Restating the data word for word is all that is required.
[Input Boundary: Start]
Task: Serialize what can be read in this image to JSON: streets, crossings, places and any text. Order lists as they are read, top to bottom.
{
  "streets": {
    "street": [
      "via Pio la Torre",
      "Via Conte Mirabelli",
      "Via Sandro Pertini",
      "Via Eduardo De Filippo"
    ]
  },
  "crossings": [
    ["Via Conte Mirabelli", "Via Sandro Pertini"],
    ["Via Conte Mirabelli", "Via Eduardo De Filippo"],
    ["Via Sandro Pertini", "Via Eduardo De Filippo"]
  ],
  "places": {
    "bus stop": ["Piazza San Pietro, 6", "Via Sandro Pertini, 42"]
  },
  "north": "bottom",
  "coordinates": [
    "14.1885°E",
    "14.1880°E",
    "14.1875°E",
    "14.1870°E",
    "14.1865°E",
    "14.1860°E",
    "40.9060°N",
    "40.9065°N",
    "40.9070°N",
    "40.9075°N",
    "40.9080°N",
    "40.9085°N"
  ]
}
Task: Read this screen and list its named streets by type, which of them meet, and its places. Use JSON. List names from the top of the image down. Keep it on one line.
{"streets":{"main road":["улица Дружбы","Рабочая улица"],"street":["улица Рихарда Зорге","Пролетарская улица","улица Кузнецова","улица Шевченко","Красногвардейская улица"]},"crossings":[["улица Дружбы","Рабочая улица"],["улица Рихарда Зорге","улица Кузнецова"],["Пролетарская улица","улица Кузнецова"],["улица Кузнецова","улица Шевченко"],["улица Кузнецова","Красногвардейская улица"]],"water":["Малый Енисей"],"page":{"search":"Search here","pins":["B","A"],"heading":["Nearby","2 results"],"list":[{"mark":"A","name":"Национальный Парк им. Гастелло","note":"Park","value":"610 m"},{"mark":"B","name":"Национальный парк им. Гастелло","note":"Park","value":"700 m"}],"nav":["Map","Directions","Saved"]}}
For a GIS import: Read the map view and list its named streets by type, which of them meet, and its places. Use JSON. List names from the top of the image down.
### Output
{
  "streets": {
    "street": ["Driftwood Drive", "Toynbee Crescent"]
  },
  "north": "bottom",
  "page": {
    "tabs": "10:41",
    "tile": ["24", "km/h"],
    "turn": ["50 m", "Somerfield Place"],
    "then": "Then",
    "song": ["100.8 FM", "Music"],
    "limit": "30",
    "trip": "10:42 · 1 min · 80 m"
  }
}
[Input Boundary: End]
Response to the task:
Task: Serialize what can be read in this image to JSON: streets, crossings, places and any text. Order lists as they are read, top to bottom.
{
  "streets": {
    "street": [
      "via Pio la Torre",
      "Via Conte Mirabelli",
      "Via Sandro Pertini",
      "Via Eduardo De Filippo"
    ]
  },
  "crossings": [
    ["Via Conte Mirabelli", "Via Sandro Pertini"],
    ["Via Conte Mirabelli", "Via Eduardo De Filippo"],
    ["Via Sandro Pertini", "Via Eduardo De Filippo"]
  ],
  "places": {
    "bus stop": ["Piazza San Pietro, 6", "Via Sandro Pertini, 42"]
  },
  "north": "bottom",
  "coordinates": [
    "14.1885°E",
    "14.1880°E",
    "14.1875°E",
    "14.1870°E",
    "14.1865°E",
    "14.1860°E",
    "40.9060°N",
    "40.9065°N",
    "40.9070°N",
    "40.9075°N",
    "40.9080°N",
    "40.9085°N"
  ]
}
Task: Read this screen and list its named streets by type, which of them meet, and its places. Use JSON. List names from the top of the image down. Keep it on one line.
{"streets":{"main road":["улица Дружбы","Рабочая улица"],"street":["улица Рихарда Зорге","Пролетарская улица","улица Кузнецова","улица Шевченко","Красногвардейская улица"]},"crossings":[["улица Дружбы","Рабочая улица"],["улица Рихарда Зорге","улица Кузнецова"],["Пролетарская улица","улица Кузнецова"],["улица Кузнецова","улица Шевченко"],["улица Кузнецова","Красногвардейская улица"]],"water":["Малый Енисей"],"page":{"search":"Search here","pins":["B","A"],"heading":["Nearby","2 results"],"list":[{"mark":"A","name":"Национальный Парк им. Гастелло","note":"Park","value":"610 m"},{"mark":"B","name":"Национальный парк им. Гастелло","note":"Park","value":"700 m"}],"nav":["Map","Directions","Saved"]}}
For a GIS import: Read the map view and list its named streets by type, which of them meet, and its places. Use JSON. List names from the top of the image down.
### Output
{
  "streets": {
    "street": ["Driftwood Drive", "Toynbee Crescent"]
  },
  "north": "bottom",
  "page": {
    "tabs": "10:41",
    "tile": ["24", "km/h"],
    "turn": ["50 m", "Somerfield Place"],
    "then": "Then",
    "song": ["100.8 FM", "Music"],
    "limit": "30",
    "trip": "10:42 · 1 min · 80 m"
  }
}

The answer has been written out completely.